TO DO: Copy every line below where the string "building" is found.

BEGIN

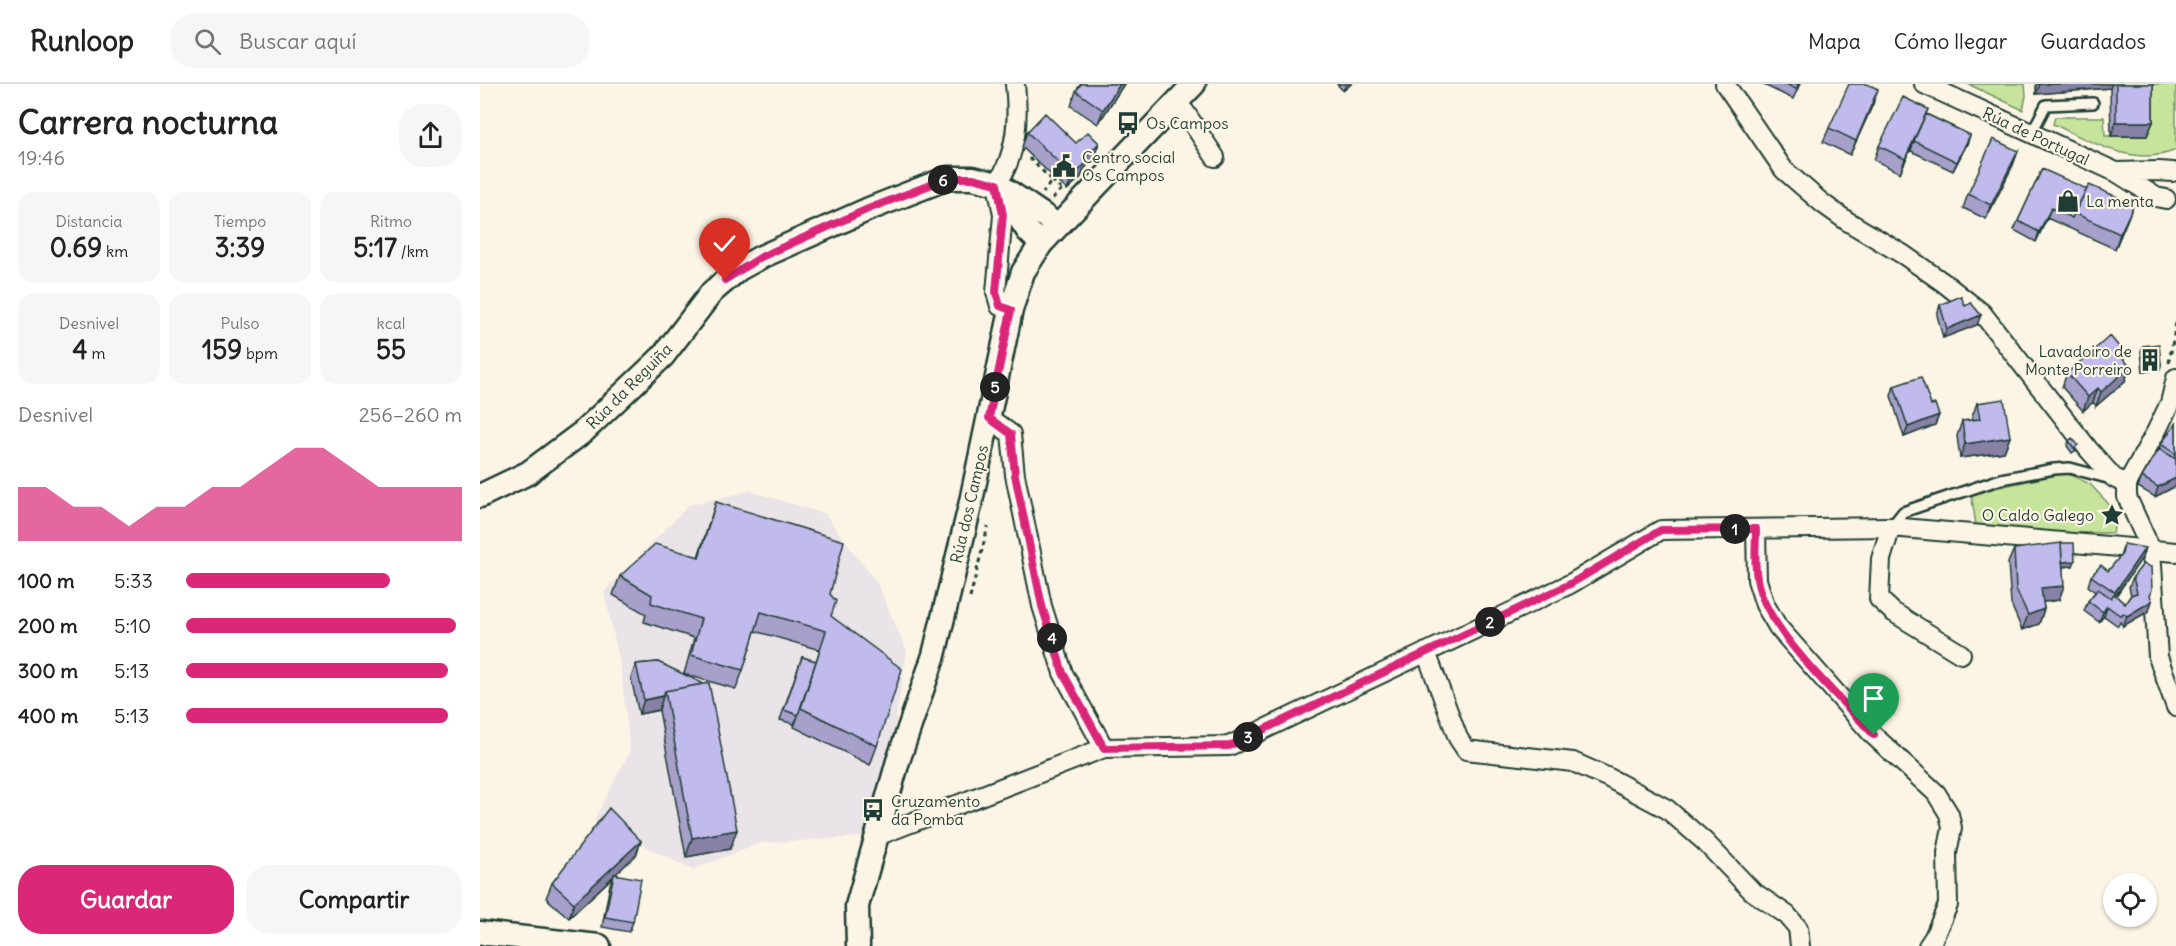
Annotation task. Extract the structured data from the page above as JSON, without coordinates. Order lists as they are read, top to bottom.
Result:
{
  "streets": {
    "street": ["Rúa de Portugal", "Rúa da Reguiña", "Rúa dos Campos"]
  },
  "crossings": [
    ["Rúa da Reguiña", "Rúa dos Campos"]
  ],
  "places": {
    "bus stop": ["Os Campos", "Cruzamento da Pomba"],
    "public building": ["Centro social Os Campos"],
    "shop": ["La menta"],
    "building": ["Lavadoiro de Monte Porreiro"],
    "place": ["O Caldo Galego"]
  },
  "page": {
    "header": "Runloop",
    "search": "Buscar aquí",
    "nav": ["Mapa", "Cómo llegar", "Guardados"],
    "heading": ["Carrera nocturna", "19:46"],
    "pins": [
      "6",
      "5",
      "1",
      "2",
      "4",
      "3"
    ],
    "stats": [
      ["Distancia", "0.69 km"],
      ["Tiempo", "3:39"],
      ["Ritmo", "5:17 /km"],
      ["Desnivel", "4 m"],
      ["Pulso", "159 bpm"],
      ["kcal", "55"]
    ],
    "chart": ["Desnivel", "256–260 m"],
    "list": [
      {
        "name": "100 m",
        "note": "5:33"
      },
      {
        "name": "200 m",
        "note": "5:10"
      },
      {
        "name": "300 m",
        "note": "5:13"
      },
      {
        "name": "400 m",
        "note": "5:13"
      }
    ],
    "buttons": ["Guardar", "Compartir"]
  }
}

END

SOLUTION:
    "public building": ["Centro social Os Campos"],
    "building": ["Lavadoiro de Monte Porreiro"],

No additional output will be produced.